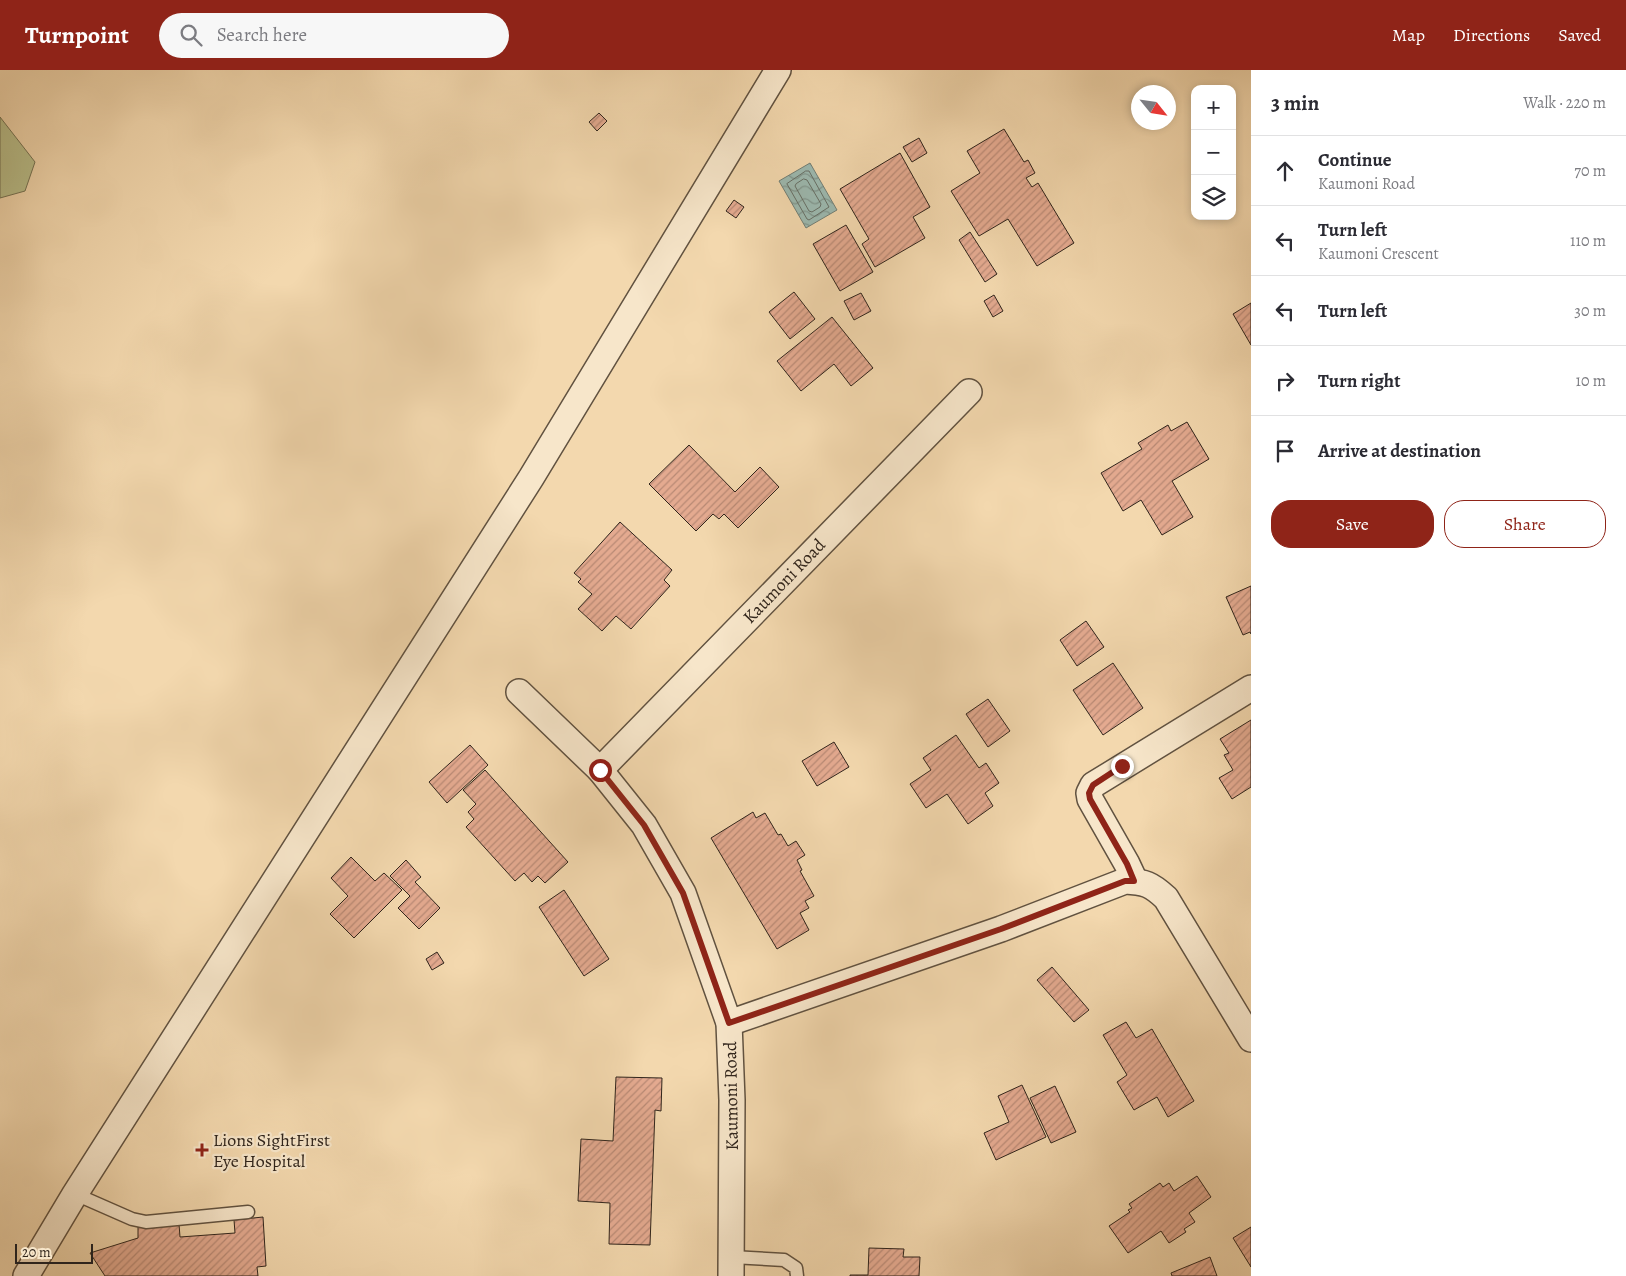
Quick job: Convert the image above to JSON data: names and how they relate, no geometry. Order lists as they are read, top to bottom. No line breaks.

####

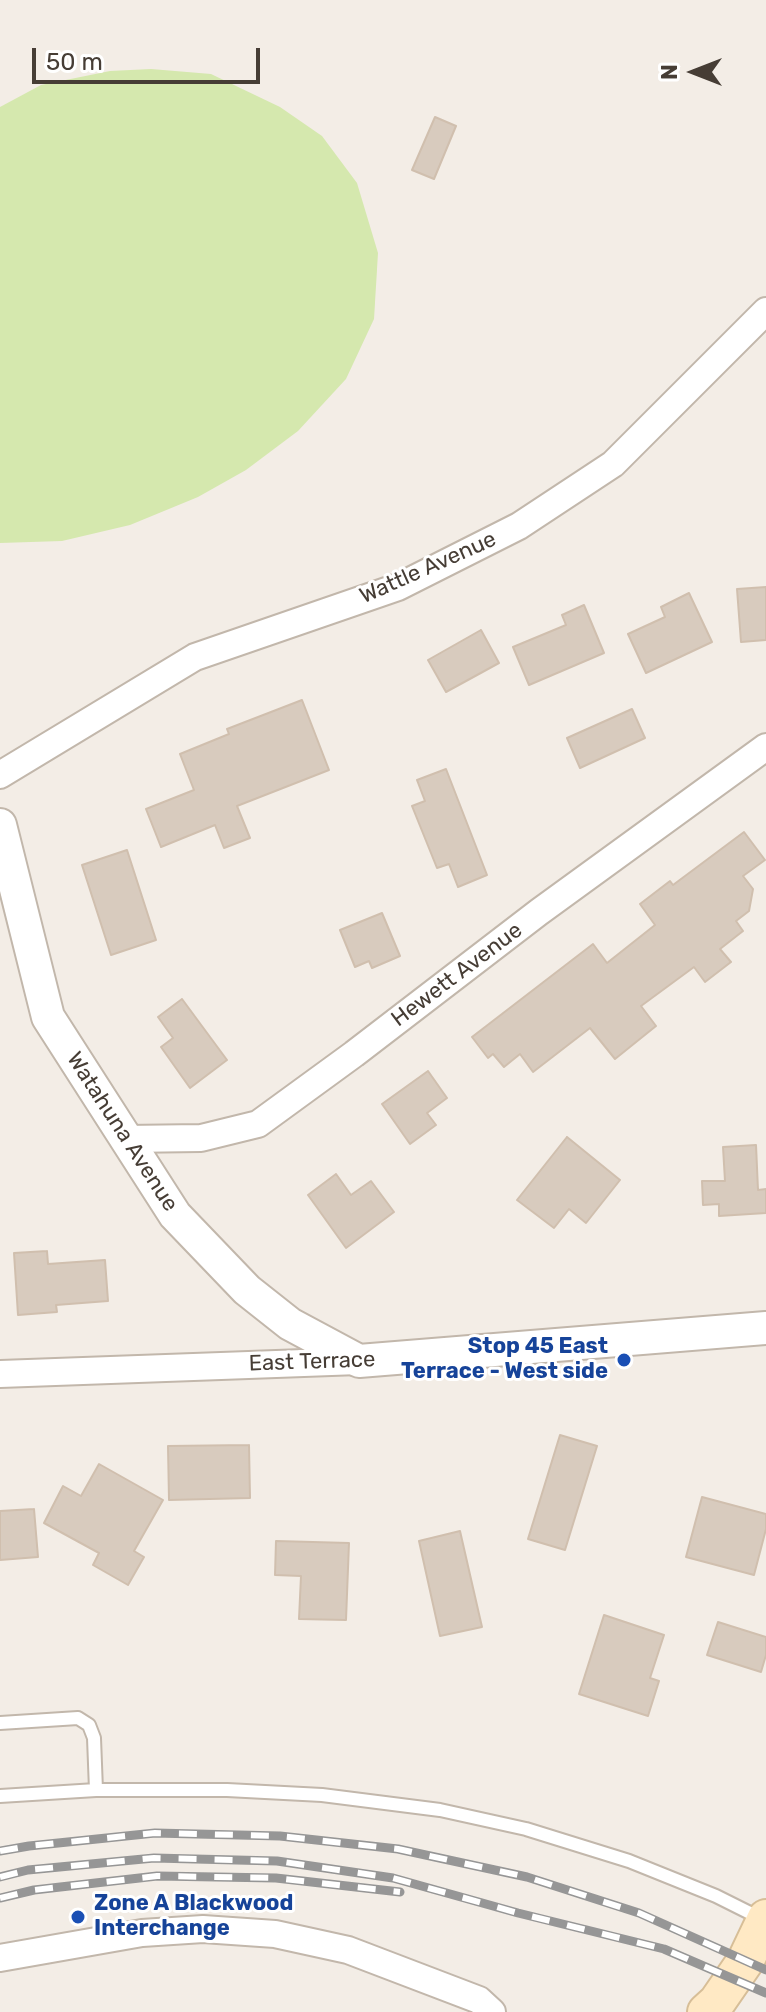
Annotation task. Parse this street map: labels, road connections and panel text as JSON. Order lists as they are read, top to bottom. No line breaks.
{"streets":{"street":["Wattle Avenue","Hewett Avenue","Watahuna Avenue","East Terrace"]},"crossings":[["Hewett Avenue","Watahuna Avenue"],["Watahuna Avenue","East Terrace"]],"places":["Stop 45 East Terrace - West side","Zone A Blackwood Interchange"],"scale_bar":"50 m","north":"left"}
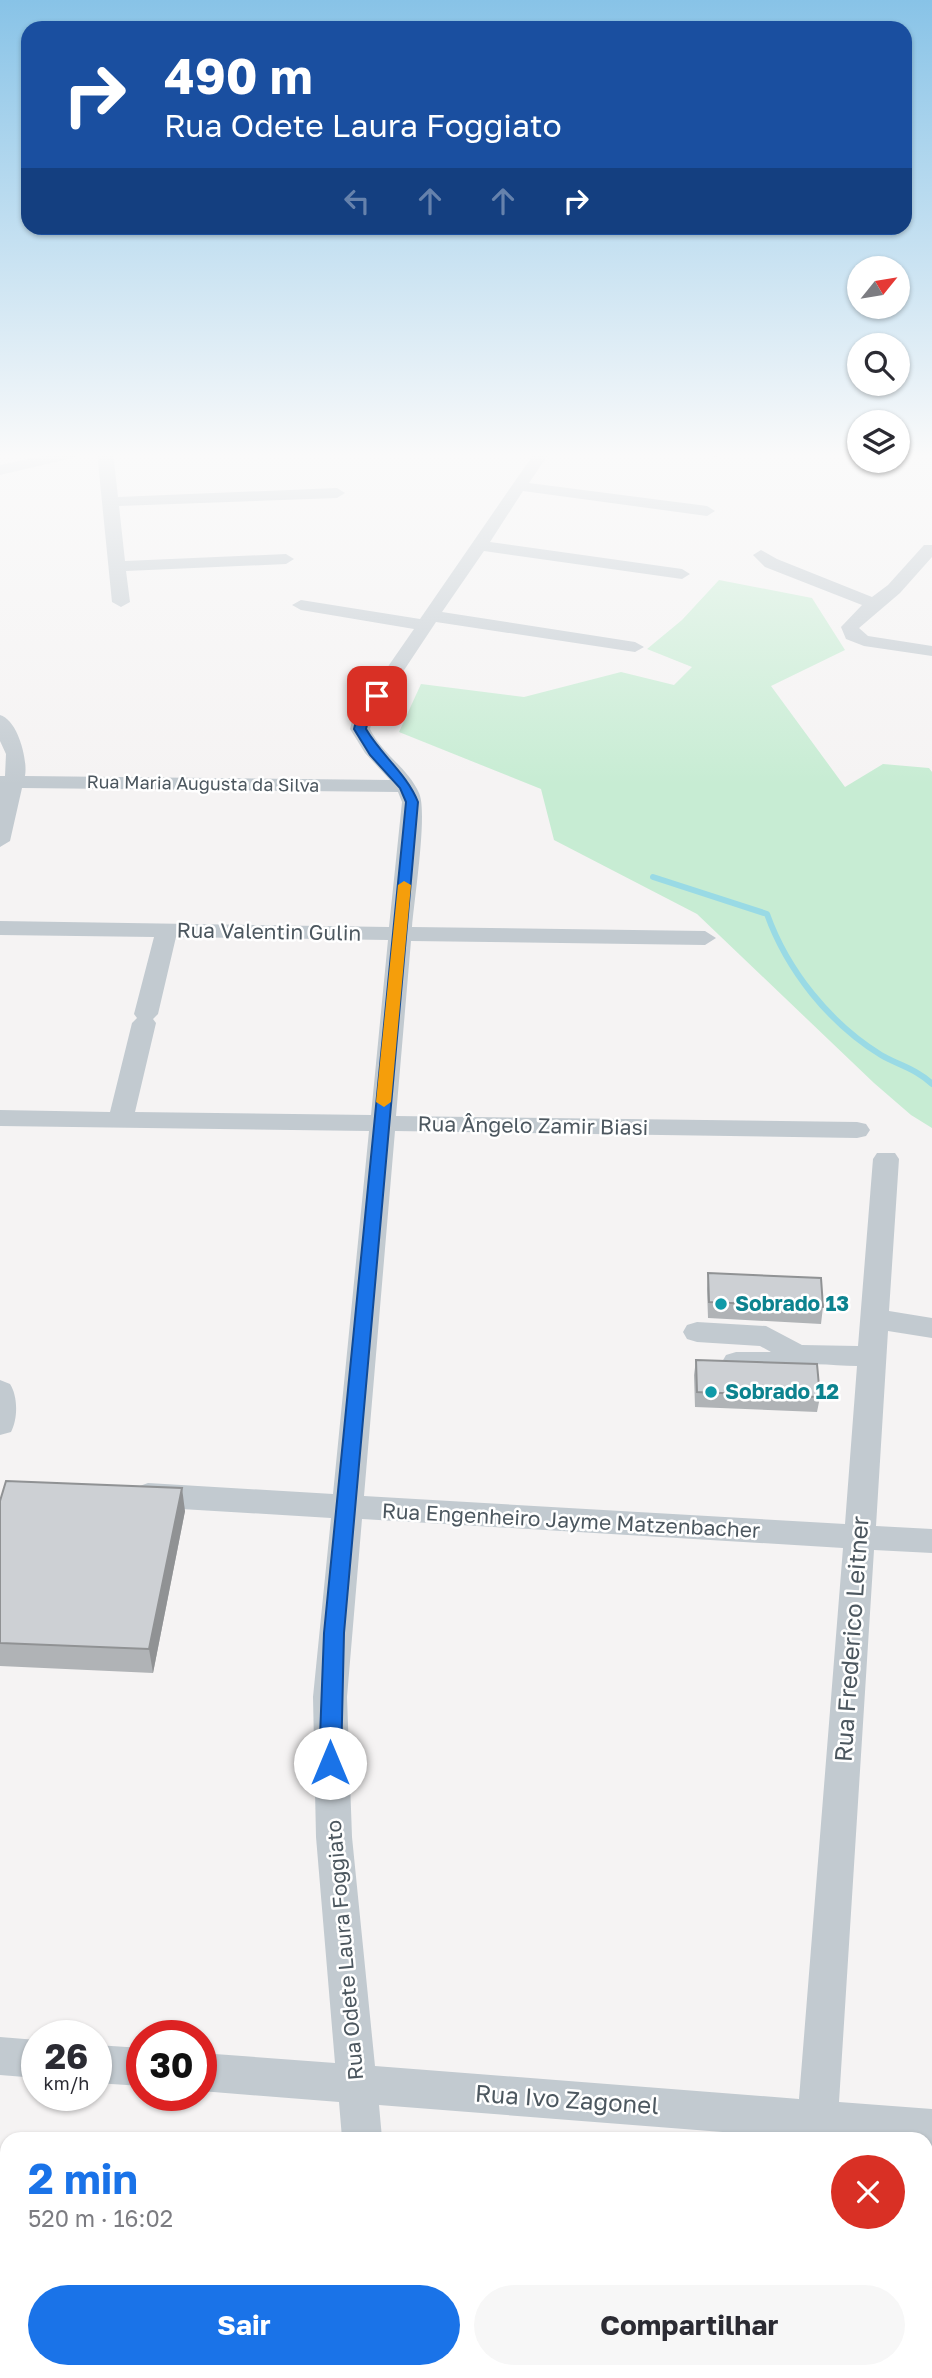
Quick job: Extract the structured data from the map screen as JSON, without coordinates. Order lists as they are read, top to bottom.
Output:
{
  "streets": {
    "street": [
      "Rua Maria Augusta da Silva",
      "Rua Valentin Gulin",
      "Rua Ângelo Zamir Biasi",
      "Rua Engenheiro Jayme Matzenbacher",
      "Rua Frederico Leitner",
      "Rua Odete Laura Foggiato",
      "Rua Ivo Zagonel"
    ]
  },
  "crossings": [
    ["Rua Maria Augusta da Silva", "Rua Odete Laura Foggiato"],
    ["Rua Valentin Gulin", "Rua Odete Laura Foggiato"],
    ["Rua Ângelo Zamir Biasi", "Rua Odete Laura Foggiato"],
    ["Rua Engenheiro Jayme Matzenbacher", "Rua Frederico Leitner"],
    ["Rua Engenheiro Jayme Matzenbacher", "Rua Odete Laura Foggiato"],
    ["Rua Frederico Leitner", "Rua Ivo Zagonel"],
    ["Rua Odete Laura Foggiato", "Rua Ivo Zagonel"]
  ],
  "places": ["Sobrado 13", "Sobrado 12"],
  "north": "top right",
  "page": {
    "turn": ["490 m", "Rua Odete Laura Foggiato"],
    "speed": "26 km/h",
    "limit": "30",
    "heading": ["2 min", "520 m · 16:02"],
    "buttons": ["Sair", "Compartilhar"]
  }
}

####

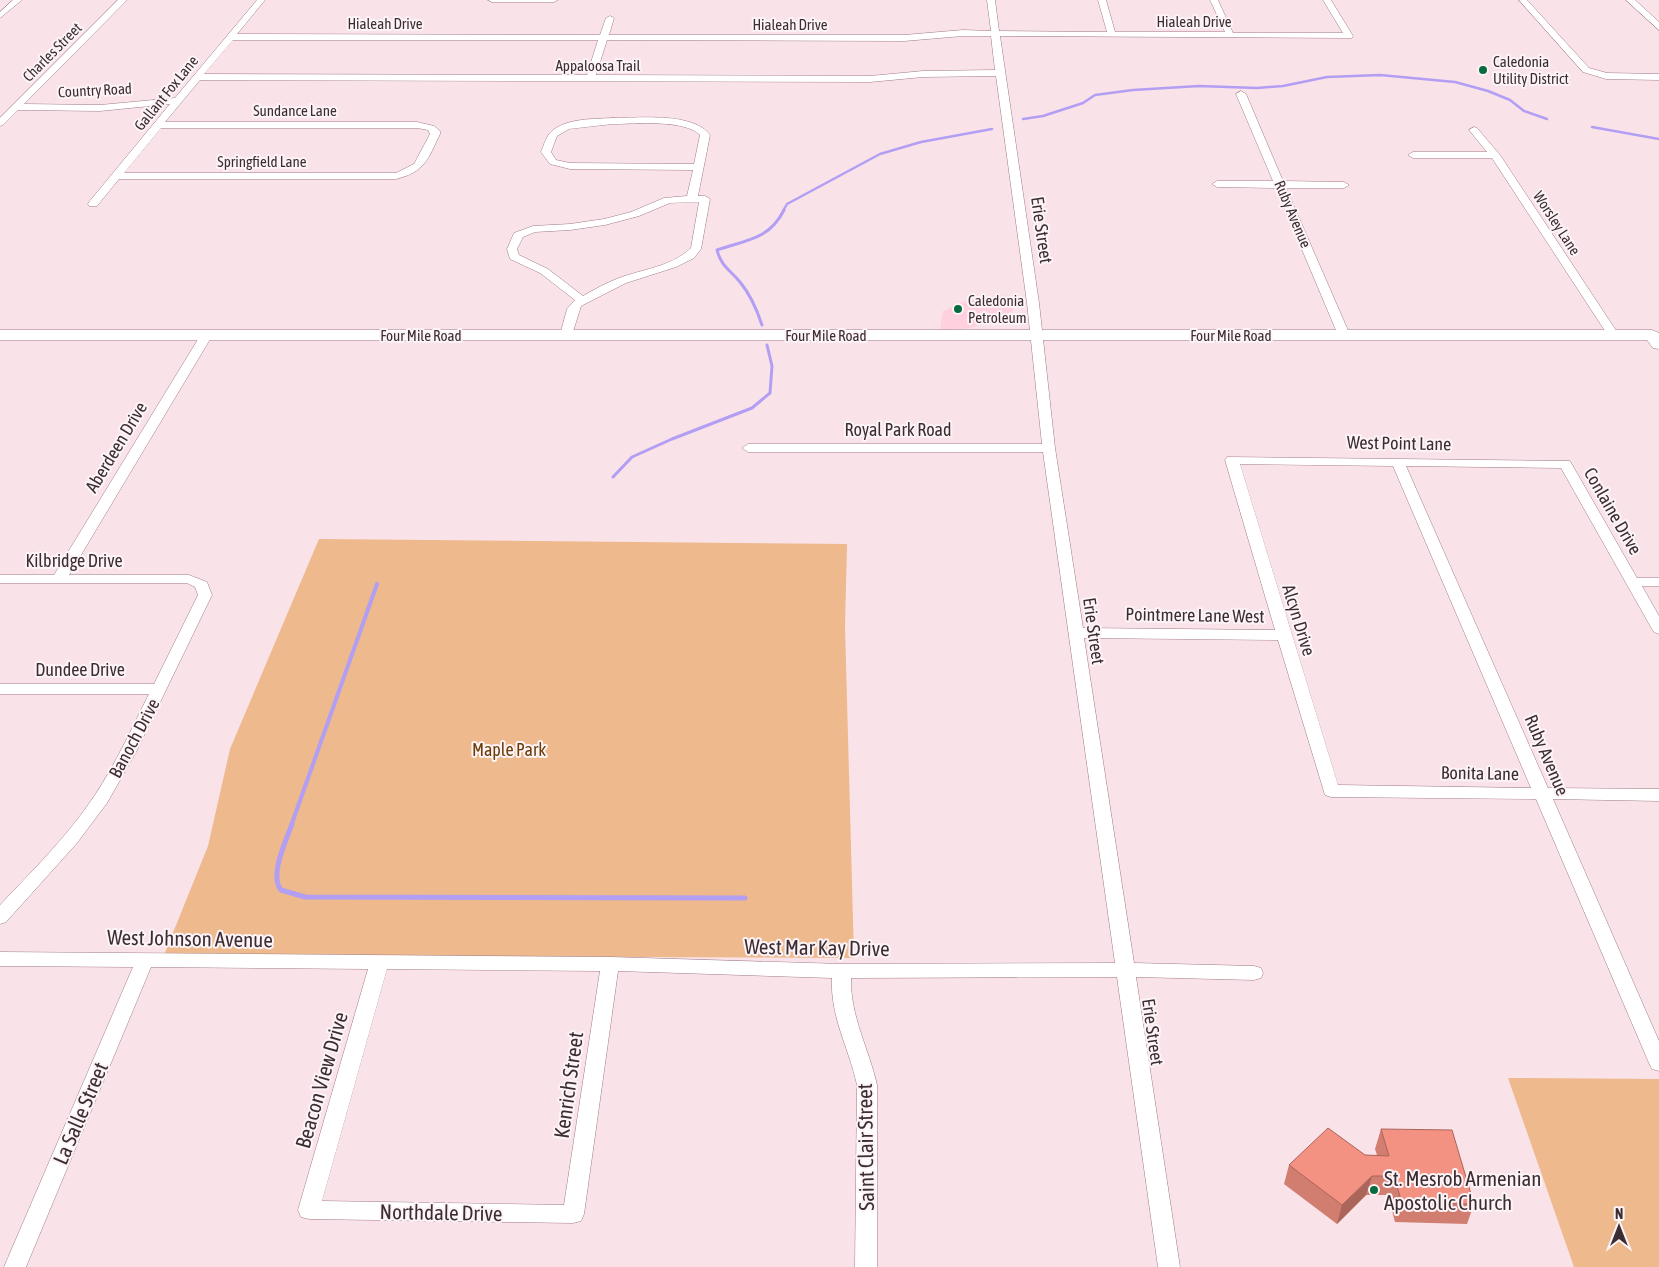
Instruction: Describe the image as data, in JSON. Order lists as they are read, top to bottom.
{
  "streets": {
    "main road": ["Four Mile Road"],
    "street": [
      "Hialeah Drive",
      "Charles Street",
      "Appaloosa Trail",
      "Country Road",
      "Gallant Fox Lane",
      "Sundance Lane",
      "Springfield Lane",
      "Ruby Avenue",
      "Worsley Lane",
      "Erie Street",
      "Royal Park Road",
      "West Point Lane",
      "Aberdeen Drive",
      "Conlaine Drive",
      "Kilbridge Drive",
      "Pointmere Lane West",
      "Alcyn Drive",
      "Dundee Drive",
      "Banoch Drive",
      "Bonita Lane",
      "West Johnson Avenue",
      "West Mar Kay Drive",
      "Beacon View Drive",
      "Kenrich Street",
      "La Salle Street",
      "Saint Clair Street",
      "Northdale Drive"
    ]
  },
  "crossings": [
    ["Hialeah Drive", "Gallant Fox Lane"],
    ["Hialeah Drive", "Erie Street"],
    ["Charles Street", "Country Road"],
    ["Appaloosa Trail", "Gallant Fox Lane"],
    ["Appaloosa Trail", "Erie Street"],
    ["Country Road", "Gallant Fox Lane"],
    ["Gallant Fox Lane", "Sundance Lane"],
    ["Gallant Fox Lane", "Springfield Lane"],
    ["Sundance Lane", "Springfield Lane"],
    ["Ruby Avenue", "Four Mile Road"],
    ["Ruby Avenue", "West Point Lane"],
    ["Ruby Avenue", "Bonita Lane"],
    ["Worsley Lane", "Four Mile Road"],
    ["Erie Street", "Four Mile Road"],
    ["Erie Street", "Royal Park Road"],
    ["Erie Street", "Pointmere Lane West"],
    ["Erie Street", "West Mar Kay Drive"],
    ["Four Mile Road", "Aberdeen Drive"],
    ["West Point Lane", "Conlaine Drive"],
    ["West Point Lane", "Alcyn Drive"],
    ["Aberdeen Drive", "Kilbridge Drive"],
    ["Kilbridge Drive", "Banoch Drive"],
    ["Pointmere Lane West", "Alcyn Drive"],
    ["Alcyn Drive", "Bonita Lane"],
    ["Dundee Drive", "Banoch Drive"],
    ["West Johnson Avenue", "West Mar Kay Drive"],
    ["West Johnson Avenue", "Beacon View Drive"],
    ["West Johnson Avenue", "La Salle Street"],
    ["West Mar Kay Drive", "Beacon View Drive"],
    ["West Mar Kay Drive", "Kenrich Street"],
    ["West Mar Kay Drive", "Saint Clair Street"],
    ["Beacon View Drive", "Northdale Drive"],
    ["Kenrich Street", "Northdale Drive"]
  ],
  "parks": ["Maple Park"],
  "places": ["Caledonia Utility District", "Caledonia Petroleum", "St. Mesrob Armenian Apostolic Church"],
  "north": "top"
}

####

Copy out the lines of the data where the string "Quick" occurs.

Quick job: Convert the image above to JSON data: names and how they relate, no geometry. Order lists as they are read, top to bottom. No line breaks.
Quick job: Extract the structured data from the map screen as JSON, without coordinates. Order lists as they are read, top to bottom.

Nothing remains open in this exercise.